Industria del salmón critica estudio que la califica de “neoextractivismo costero”
El sector afirmó que la investigación, presenta una visión parcial y desactualizada, pues se reproducen argumentos que no reflejan su positivo trabajo en el territorio.
Un estudio elaborado por investigadores de la Universidad de Los Lagos y el IIPSS (Instituto Internacional de Filosofía y Estudios Sociales) clasificó a la salmonicultura como una forma de neoextractivismo costero. La investigación, replicada por Soy Chile tras la aparición en Diario El Llanquihue, sostiene que la industria utiliza alianzas locales para legitimar su expansión.
Para sostener sus conclusiones, el equipo aplicó una metodología cualitativa y de revisión documental, enfocada en la región. El trabajo de campo y análisis se estructuró en tres ejes metodológicos: entrevistas (pescadores, representantes de empresas salmonicultoras, autoridades de gobierno y fiscalizadores); revisión documental y análisis del discurso.
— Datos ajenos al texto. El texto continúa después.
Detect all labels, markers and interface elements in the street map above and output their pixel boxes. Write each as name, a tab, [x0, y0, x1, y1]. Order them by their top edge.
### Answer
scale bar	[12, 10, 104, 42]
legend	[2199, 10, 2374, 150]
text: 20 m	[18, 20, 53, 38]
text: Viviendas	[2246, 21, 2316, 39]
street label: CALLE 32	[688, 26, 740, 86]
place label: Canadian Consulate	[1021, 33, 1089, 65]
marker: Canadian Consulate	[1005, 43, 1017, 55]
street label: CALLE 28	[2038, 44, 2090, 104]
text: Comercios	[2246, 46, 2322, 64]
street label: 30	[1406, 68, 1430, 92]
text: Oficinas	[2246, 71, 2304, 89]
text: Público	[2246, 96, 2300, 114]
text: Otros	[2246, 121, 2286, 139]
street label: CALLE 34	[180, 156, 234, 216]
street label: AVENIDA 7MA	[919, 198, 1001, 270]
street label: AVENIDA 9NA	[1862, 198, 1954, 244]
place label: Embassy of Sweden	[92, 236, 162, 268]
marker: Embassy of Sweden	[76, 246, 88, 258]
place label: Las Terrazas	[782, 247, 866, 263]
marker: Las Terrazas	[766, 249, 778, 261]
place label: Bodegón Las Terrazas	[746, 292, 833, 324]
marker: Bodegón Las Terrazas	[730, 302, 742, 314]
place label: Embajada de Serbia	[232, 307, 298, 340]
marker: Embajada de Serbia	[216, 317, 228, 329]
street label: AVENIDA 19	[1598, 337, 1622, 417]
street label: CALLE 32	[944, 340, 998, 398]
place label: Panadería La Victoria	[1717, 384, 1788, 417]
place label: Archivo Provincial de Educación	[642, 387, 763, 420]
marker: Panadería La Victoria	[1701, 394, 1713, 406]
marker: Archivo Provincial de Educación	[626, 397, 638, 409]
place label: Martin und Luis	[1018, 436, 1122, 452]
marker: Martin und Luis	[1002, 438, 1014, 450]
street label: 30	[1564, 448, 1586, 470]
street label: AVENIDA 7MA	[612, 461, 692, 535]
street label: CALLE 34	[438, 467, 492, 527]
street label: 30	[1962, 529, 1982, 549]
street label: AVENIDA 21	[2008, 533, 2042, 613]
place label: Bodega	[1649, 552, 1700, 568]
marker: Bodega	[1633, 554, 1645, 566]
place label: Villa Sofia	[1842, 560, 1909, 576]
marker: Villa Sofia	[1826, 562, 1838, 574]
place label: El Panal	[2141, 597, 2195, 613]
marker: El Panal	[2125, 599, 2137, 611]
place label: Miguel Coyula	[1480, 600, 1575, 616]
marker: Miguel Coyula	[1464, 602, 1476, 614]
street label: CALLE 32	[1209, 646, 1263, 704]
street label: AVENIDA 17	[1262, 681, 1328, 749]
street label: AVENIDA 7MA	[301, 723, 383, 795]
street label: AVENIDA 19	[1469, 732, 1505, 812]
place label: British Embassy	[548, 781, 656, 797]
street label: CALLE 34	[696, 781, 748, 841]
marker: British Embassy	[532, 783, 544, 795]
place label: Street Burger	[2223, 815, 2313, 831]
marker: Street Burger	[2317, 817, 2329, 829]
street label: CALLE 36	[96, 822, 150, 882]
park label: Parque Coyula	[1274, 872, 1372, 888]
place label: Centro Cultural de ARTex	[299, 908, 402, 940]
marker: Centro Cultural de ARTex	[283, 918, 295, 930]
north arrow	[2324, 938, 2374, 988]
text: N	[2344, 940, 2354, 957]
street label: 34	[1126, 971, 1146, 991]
Así las cosas, el artículo titulado “Conflictos y estrategias discursivas en la salmonicultura chilena: hegemonía territorial, actores y retos para la gobernanza costera”, liderado por el doctor Alejandro Retamal, del Centro de Estudios del Desarrollo Regional y Políticas Públicas (Ceder) de la ULagos, junto a los investigadores César Pérez (ULagos) y Juan Pablo Paredes, del IIPSS, identifica factores que posicionan a la salmonicultura chilena como una forma de neoextractivismo costero.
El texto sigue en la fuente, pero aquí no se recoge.